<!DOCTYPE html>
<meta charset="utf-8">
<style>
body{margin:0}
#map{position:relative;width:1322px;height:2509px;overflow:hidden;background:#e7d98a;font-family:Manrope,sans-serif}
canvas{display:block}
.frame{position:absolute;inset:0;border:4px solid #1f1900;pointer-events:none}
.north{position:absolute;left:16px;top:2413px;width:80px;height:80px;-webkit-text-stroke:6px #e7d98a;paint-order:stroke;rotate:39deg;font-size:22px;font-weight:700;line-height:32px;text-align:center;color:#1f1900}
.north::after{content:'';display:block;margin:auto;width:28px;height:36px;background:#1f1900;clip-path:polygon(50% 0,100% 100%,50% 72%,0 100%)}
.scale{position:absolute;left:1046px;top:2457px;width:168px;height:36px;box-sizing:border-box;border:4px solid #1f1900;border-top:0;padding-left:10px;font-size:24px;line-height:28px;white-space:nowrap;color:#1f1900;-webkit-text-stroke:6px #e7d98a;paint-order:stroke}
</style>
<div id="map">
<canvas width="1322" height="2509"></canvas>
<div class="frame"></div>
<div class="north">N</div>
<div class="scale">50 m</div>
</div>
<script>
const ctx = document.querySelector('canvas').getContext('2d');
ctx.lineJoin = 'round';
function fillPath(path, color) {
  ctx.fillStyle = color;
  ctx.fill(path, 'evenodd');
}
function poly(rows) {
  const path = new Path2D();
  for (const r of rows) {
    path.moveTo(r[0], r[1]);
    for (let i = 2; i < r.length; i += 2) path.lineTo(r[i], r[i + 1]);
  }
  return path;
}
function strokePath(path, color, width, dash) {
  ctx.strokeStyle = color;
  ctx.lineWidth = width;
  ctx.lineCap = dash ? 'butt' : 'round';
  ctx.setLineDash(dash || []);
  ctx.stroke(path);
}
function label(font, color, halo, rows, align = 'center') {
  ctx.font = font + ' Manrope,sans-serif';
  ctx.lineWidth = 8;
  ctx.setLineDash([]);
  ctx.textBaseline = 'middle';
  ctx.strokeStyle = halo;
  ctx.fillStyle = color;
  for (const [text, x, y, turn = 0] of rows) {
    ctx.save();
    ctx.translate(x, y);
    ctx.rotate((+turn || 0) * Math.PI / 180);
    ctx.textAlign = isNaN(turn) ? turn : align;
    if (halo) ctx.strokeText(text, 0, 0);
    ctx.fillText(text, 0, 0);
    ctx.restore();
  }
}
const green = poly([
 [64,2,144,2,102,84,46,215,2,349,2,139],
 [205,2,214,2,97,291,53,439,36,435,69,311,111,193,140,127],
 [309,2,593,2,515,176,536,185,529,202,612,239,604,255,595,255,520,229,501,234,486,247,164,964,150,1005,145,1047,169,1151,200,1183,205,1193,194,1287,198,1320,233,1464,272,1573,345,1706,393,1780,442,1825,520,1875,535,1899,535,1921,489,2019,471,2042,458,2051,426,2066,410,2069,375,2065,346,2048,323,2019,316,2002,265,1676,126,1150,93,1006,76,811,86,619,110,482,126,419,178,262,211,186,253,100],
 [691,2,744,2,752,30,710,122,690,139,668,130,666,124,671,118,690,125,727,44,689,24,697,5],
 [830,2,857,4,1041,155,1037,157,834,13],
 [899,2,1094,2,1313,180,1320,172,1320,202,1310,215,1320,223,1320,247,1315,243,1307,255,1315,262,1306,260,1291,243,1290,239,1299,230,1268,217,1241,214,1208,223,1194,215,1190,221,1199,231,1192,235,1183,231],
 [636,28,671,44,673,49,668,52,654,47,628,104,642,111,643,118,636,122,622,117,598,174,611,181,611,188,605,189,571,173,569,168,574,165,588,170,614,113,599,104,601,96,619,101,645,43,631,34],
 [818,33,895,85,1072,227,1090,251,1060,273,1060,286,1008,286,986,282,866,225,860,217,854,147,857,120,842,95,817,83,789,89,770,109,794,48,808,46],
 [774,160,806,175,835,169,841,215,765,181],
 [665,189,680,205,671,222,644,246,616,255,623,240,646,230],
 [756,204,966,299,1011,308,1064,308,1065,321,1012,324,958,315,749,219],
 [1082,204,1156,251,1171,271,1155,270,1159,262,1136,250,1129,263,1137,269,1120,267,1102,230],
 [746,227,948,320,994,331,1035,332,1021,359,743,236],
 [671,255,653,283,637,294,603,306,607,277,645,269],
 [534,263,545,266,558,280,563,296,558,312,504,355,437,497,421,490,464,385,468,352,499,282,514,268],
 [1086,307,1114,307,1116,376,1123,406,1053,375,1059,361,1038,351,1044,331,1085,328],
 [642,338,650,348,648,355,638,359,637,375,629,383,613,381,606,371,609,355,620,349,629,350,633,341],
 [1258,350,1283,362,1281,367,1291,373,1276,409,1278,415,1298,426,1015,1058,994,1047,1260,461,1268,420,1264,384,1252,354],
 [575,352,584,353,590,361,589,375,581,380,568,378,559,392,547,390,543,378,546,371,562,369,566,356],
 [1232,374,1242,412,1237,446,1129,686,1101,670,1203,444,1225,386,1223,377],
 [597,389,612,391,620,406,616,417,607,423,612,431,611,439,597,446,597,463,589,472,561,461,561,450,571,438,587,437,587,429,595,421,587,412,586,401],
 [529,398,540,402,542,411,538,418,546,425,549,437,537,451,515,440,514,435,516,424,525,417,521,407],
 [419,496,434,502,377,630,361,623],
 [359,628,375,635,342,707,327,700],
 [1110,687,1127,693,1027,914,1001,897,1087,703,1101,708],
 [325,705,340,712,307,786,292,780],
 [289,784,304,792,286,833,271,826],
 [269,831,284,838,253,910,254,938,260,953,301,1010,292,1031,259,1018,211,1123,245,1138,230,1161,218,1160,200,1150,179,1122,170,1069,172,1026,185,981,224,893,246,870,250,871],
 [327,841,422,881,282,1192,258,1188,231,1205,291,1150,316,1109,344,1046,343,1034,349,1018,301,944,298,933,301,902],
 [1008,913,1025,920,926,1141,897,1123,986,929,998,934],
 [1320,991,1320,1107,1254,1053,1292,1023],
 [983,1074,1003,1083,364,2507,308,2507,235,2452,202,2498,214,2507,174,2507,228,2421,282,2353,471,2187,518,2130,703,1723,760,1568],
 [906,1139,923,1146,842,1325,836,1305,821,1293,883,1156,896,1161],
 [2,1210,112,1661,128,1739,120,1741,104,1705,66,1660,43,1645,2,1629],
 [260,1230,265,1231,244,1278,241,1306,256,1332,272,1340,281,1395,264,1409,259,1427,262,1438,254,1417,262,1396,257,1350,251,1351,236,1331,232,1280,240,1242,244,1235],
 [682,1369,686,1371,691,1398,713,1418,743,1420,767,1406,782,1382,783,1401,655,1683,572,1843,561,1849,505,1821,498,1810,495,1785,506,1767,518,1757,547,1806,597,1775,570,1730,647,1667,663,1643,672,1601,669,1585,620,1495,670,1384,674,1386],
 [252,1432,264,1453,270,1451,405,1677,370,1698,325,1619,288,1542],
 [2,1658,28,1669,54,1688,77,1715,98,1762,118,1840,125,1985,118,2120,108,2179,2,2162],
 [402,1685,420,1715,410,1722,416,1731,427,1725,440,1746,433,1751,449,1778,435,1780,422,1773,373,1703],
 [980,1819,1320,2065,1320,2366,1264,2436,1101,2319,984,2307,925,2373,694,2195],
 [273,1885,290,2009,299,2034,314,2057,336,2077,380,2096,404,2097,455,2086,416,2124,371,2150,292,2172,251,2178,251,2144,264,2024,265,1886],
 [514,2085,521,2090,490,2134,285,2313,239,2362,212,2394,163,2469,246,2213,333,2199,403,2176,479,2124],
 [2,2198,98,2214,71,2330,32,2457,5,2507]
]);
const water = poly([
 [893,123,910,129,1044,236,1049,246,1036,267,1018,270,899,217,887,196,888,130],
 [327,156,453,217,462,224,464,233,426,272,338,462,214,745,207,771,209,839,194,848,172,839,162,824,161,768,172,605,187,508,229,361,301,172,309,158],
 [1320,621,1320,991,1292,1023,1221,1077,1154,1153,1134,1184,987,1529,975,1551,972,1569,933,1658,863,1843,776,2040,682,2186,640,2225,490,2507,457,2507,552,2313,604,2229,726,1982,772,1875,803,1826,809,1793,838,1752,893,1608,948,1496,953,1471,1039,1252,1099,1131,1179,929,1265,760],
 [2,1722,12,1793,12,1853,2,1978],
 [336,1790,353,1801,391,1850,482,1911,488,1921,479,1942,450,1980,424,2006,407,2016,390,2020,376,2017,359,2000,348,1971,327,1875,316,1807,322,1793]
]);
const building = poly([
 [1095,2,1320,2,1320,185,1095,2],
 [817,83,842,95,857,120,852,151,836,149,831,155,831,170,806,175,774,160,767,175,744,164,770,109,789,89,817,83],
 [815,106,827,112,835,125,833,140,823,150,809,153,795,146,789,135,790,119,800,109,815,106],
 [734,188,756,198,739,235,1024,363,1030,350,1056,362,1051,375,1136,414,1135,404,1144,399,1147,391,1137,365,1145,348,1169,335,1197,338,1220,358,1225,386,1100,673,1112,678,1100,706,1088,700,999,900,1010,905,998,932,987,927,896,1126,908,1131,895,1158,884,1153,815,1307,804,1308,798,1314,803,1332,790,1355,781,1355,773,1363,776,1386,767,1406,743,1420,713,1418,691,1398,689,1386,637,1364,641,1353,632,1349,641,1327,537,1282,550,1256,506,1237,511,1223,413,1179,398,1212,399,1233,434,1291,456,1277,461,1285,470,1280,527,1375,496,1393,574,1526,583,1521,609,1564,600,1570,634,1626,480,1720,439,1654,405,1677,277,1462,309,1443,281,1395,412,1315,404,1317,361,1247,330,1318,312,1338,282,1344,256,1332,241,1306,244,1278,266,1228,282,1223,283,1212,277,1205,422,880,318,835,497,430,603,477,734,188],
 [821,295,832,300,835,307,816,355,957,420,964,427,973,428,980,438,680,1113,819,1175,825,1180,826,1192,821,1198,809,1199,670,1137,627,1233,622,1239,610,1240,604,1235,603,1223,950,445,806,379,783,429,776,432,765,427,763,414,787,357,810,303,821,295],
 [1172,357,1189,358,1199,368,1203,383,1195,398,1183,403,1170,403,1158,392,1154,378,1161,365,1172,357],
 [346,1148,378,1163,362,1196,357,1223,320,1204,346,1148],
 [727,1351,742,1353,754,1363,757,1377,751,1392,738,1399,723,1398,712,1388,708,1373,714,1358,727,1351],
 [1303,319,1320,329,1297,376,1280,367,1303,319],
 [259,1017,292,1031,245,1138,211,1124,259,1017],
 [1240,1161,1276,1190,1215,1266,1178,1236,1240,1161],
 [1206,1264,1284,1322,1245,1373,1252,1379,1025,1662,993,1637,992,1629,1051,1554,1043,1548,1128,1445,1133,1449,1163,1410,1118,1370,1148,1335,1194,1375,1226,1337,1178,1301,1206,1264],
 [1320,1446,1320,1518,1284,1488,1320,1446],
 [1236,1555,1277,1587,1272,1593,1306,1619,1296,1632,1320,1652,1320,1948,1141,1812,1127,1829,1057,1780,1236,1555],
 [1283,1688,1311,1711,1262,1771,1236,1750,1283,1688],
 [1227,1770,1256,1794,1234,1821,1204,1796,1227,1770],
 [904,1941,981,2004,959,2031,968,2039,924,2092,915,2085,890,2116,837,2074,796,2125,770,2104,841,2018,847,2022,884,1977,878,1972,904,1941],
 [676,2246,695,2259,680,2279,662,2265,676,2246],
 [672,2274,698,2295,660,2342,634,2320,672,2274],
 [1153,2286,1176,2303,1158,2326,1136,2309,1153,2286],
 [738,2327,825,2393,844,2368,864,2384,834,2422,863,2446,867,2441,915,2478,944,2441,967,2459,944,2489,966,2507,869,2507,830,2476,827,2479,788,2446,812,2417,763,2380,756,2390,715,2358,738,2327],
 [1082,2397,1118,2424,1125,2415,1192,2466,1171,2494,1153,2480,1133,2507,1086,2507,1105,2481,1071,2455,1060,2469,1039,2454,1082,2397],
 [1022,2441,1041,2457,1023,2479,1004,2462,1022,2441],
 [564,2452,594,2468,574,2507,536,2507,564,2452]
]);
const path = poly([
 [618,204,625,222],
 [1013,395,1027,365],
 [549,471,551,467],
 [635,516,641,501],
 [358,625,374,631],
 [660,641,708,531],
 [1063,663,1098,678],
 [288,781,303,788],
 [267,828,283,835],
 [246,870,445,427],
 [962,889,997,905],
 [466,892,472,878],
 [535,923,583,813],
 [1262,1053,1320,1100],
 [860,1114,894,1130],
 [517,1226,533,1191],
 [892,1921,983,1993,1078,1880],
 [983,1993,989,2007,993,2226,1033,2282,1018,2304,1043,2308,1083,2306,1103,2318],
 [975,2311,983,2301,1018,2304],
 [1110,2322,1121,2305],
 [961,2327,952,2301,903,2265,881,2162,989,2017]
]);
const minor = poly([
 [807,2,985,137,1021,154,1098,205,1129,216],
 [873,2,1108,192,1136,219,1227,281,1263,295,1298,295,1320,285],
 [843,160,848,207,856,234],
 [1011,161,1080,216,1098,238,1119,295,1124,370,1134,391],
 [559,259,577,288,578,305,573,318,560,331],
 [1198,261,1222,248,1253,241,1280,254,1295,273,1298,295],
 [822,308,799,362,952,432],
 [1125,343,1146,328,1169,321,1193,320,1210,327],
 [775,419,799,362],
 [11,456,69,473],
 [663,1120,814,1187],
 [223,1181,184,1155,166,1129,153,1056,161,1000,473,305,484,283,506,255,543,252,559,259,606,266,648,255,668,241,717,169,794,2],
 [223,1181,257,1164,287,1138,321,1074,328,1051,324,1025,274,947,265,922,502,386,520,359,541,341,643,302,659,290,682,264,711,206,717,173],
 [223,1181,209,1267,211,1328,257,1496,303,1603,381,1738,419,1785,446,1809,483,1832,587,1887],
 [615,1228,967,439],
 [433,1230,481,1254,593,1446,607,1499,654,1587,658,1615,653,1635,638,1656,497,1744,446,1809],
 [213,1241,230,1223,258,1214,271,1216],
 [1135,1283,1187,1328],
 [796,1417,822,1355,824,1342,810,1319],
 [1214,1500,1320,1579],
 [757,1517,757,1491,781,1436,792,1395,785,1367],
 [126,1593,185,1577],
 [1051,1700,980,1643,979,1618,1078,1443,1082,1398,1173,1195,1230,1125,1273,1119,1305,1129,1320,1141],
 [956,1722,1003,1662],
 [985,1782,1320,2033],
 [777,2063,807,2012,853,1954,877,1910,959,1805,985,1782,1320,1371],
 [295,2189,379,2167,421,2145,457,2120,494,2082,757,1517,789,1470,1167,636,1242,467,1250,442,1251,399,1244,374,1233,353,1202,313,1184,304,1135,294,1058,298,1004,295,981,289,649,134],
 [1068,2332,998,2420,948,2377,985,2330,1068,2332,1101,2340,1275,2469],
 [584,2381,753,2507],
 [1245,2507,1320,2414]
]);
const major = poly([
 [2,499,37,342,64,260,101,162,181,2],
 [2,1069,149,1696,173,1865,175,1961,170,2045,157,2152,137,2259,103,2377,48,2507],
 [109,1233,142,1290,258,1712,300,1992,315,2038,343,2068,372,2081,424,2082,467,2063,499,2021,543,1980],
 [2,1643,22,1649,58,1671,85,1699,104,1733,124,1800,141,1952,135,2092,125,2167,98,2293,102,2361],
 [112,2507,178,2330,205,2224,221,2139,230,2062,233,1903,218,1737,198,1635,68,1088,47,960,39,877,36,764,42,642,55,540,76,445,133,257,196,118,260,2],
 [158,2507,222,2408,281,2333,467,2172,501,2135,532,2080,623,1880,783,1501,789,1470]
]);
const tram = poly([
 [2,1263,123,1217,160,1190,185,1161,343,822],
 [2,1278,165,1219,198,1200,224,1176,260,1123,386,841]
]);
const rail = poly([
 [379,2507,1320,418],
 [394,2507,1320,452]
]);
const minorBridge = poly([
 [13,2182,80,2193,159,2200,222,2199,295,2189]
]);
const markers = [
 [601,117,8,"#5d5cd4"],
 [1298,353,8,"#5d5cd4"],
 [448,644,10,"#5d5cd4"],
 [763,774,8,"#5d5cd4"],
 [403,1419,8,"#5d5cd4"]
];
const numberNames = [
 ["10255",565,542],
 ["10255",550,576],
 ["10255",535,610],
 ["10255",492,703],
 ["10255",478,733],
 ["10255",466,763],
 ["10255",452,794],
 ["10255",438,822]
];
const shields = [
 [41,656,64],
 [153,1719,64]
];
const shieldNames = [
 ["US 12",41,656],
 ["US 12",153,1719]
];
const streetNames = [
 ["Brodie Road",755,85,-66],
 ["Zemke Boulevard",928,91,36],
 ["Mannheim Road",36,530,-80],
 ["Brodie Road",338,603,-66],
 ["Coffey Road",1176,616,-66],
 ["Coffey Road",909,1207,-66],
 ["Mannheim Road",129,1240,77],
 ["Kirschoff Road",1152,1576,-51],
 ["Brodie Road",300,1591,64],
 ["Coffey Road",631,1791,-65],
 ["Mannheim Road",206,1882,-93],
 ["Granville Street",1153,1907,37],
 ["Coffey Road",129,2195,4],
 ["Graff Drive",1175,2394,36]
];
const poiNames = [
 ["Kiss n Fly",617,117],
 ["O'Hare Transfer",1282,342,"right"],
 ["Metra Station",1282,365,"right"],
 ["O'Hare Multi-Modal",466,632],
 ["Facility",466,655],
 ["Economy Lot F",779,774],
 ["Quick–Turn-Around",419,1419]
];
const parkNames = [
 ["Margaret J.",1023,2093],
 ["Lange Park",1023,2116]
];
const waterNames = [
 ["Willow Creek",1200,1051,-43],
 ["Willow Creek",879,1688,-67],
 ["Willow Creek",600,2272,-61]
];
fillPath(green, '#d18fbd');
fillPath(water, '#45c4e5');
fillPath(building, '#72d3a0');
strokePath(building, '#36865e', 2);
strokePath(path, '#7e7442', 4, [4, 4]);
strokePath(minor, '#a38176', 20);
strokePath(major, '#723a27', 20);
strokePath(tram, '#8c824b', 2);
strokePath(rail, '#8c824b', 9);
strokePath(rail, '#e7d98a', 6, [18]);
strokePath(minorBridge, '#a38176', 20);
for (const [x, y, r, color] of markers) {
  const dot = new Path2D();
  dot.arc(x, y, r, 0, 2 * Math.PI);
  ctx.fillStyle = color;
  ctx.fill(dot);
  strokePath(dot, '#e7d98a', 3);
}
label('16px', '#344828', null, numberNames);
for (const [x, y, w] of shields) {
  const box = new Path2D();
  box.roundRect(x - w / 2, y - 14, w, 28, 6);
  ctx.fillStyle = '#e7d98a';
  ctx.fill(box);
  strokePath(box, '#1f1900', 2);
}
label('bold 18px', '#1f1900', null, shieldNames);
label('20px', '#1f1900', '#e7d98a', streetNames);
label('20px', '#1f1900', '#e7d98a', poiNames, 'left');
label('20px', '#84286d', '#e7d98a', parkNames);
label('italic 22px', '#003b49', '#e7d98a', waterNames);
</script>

§

Both the line containing "for (let i = 2;" and the line containing "ctx.lineCap = dash ? 'butt' : 'round';" belong in the answer. Print them and every line above that falls between them exactly, and no others.

* Output of the task *
    for (let i = 2; i < r.length; i += 2) path.lineTo(r[i], r[i + 1]);
  }
  return path;
}
function strokePath(path, color, width, dash) {
  ctx.strokeStyle = color;
  ctx.lineWidth = width;
  ctx.lineCap = dash ? 'butt' : 'round';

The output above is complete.